Dear Lord Jesus, to compare my stressors with the apostle Paul’s would be like comparing my photography with Ansel Adams’s, my preaching with Charles Spurgeon’s, or my cobbler making with a 5 star French pastry chef’s. There is simply no comparison. When I consider everything he experienced as your servant, honestly, I have nothing to bemoan or groan about.
Nonetheless, Paul’s honesty is a great gift to me this morning. His freedom to acknowledge both his anguish and his joy in the same paragraph, gives me tremendous encouragement and focus. Posing and pretending were crucified at Calvary. Despair and hopelessness were sabotaged by your resurrection.
Jesus, help me to be far more preoccupied with the treasure within than with the pressures without. If your all-surpassing power will be shown most dramatically through my weaknesses, then I’ll boast in them. If your incomparable beauty will be most clearly revealed through my hardships, then I’ll stop my whining. If your redeeming purposes will be most fully realized through my brokenness, then I’ll humble myself and surrender.

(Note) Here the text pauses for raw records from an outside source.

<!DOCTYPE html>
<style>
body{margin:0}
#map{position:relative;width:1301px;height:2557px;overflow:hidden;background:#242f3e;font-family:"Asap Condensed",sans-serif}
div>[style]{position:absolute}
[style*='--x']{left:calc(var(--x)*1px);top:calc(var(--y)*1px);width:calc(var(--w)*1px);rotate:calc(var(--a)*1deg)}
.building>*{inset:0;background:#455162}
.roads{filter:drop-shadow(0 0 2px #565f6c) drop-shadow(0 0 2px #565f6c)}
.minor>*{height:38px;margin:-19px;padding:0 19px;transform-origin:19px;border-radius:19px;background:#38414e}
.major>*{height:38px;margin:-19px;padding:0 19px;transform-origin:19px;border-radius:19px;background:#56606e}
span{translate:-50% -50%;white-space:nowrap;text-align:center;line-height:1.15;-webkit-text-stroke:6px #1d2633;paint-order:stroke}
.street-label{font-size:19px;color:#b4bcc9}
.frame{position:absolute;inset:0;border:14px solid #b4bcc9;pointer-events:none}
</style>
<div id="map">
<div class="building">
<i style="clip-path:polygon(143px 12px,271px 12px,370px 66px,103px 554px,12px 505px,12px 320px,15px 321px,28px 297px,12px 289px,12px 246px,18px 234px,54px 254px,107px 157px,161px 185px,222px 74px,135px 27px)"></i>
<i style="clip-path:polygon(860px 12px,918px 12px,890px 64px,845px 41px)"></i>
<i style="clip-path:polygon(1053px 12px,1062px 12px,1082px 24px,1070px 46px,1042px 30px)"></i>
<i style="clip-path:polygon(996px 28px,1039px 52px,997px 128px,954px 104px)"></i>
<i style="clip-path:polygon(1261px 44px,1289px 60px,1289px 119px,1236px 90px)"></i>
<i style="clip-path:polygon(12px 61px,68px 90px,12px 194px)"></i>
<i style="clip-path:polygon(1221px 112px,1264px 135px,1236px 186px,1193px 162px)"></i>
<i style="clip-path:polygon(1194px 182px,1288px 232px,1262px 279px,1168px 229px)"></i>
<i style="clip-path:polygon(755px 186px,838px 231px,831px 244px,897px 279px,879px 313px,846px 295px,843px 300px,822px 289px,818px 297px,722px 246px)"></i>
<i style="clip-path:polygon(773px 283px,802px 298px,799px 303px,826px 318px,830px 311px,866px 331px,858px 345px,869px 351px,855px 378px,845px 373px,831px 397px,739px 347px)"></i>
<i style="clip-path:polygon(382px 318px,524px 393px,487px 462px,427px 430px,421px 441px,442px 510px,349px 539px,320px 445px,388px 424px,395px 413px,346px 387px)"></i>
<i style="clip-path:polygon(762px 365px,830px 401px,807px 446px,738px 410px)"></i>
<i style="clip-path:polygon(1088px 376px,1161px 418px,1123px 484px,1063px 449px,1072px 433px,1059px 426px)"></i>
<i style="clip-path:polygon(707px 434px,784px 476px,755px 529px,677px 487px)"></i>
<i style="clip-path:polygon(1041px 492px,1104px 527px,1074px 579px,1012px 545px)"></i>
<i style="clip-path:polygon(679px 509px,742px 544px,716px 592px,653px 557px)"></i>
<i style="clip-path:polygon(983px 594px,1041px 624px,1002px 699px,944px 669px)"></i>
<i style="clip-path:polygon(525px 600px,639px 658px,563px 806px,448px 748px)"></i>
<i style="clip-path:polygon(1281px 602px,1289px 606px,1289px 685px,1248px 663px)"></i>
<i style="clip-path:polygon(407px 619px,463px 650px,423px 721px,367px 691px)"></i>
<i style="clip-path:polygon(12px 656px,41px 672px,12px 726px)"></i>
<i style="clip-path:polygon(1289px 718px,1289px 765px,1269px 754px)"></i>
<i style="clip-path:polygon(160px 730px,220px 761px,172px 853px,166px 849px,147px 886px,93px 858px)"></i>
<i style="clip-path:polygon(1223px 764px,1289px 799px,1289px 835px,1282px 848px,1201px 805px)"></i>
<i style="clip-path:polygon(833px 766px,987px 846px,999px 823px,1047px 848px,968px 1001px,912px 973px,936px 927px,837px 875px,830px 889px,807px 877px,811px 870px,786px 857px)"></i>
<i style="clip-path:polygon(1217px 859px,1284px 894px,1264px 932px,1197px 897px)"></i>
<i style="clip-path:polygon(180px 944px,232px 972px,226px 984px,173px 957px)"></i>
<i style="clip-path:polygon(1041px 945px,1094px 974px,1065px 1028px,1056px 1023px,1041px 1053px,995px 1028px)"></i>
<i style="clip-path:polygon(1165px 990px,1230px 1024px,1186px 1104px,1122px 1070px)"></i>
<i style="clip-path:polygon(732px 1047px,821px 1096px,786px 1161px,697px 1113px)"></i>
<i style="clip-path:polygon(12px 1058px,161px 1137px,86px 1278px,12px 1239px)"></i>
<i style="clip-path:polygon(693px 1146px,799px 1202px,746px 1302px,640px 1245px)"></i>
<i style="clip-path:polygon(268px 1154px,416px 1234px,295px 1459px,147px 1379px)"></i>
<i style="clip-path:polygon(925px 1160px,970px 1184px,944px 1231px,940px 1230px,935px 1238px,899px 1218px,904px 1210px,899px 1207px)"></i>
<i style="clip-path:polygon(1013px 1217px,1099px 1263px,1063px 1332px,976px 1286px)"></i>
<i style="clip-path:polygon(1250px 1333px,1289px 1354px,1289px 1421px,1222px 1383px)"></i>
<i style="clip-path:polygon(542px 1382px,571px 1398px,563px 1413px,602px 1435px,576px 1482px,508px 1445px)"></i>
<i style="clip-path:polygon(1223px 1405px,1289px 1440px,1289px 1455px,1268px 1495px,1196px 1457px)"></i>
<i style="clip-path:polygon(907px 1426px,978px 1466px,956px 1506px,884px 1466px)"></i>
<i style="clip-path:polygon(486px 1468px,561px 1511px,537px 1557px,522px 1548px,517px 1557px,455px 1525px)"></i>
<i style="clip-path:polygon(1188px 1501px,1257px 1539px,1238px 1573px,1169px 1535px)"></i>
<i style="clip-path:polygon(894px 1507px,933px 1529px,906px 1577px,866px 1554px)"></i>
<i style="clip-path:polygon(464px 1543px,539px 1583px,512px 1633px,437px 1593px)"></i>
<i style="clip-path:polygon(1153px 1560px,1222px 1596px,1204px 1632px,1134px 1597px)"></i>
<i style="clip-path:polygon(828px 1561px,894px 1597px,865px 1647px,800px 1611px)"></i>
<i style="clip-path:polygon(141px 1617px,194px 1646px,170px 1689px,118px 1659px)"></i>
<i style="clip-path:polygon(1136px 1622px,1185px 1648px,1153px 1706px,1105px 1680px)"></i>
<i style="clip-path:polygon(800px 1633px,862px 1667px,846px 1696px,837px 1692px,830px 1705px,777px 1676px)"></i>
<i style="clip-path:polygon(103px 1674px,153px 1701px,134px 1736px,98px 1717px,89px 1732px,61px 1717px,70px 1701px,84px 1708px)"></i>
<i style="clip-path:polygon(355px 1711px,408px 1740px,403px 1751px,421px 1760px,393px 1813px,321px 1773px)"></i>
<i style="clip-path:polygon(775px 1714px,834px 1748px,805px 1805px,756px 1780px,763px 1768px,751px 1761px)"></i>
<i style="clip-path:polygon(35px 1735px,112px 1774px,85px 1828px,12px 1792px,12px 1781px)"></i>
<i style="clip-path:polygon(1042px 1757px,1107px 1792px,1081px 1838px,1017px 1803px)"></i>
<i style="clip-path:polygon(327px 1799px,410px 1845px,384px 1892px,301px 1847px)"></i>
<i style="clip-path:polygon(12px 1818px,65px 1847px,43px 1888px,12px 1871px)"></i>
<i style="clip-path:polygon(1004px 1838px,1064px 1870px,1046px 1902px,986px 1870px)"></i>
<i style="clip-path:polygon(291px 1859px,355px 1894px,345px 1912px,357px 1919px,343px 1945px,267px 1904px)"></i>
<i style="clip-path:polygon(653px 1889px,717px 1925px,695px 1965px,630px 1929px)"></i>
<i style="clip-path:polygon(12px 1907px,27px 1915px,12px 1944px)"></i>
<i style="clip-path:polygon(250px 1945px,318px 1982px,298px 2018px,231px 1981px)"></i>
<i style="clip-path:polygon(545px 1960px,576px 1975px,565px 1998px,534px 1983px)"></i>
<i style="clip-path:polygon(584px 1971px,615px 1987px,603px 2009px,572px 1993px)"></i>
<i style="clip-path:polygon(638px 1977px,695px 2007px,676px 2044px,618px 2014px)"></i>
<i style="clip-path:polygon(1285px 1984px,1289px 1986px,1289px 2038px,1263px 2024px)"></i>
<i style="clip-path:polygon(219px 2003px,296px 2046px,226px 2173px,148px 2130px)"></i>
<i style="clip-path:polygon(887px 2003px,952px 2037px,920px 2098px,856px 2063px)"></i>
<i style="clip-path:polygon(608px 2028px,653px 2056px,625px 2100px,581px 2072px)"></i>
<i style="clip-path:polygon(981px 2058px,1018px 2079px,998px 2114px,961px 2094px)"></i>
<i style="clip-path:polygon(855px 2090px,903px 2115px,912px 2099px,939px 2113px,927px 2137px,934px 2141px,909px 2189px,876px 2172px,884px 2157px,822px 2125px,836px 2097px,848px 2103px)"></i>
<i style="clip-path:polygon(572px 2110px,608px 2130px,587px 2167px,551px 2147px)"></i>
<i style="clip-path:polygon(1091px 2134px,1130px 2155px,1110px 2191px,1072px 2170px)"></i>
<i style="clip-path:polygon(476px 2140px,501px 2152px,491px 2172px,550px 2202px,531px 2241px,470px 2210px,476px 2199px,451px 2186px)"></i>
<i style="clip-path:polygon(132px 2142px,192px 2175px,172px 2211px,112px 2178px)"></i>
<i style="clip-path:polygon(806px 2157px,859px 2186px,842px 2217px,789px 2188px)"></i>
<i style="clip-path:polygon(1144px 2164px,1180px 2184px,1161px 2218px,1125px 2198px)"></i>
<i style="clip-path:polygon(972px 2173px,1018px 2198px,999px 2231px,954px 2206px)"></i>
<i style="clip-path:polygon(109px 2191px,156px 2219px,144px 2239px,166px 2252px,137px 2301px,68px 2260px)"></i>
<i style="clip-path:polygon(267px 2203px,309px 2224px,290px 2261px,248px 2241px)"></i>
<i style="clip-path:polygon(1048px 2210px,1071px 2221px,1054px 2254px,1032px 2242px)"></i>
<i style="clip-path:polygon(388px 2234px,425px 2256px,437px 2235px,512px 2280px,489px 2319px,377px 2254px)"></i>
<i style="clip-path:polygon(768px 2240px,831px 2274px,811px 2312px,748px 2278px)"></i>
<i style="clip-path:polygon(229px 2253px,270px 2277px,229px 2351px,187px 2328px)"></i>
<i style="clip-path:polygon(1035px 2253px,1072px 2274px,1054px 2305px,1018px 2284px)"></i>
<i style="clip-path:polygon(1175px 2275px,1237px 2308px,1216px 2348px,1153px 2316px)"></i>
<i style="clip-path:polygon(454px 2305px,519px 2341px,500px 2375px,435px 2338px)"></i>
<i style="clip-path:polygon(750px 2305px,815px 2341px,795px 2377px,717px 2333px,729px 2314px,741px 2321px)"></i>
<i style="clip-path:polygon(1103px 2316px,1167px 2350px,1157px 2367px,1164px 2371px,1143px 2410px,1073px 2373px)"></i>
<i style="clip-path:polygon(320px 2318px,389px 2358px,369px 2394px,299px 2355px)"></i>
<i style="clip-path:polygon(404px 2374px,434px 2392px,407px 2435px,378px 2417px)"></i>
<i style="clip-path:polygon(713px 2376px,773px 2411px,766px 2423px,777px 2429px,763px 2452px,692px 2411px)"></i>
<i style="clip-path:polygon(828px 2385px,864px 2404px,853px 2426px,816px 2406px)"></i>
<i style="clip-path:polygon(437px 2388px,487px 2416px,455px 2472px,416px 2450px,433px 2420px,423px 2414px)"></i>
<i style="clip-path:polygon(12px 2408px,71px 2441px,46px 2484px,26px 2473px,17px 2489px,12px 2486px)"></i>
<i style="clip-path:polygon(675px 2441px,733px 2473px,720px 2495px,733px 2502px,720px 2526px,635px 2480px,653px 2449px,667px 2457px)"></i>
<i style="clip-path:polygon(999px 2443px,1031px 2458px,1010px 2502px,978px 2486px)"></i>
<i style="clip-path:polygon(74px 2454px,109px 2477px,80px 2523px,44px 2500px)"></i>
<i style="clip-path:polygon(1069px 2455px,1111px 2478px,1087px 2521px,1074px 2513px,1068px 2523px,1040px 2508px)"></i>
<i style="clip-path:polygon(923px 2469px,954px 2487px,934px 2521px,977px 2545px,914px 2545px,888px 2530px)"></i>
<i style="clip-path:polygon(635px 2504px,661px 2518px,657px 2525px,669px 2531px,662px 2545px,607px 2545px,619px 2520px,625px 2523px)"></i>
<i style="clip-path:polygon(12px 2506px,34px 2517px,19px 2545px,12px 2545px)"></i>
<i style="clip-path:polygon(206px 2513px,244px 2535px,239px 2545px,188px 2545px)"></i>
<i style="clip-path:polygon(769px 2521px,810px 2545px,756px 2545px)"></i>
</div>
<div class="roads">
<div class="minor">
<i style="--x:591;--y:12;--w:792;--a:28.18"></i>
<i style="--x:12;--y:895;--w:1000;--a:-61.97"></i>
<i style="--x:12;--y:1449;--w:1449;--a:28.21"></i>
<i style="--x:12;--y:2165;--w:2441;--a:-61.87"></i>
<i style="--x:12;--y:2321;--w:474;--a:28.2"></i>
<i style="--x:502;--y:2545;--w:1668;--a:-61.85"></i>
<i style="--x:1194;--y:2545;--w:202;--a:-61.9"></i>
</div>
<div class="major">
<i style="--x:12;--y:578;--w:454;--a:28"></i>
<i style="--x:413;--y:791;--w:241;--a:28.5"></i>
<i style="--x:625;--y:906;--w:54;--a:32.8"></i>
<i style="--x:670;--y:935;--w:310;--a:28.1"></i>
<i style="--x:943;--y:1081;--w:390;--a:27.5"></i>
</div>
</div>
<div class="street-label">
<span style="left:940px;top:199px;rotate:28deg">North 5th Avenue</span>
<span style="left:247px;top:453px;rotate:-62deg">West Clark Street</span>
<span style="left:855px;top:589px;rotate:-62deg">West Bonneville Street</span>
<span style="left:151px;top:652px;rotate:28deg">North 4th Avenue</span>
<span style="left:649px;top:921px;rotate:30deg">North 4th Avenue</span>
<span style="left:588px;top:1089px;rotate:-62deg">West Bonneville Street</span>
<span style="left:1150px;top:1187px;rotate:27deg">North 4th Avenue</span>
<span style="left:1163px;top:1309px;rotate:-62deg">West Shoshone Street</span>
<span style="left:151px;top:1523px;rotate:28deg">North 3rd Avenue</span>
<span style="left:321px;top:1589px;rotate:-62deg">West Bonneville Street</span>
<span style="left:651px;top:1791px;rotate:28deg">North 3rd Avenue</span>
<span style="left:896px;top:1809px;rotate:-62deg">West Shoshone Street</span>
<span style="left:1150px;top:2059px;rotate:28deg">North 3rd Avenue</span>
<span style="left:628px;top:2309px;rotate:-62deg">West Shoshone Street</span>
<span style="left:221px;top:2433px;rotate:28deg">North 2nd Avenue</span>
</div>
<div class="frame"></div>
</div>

With my palms up, I offer you praise for the treasure of the gospel. The gospelwill win the day, my heart, the nations, and the cosmos. Though there are seasons when throwing in the towel, finding another story, or just flat running away are incredibly attractive, where else would I go but to you?
Jesus, you alone give the words of life, sufficient grace, and the hope of glory. May your voice grow ten times louder than any other voice, clamoring for my attention. In the coming hours, days, and weeks, demonstrate the wonders of your love and the sovereignty of your rule. So very Amen I pray, with hungry expectancy, in your trustworthy name.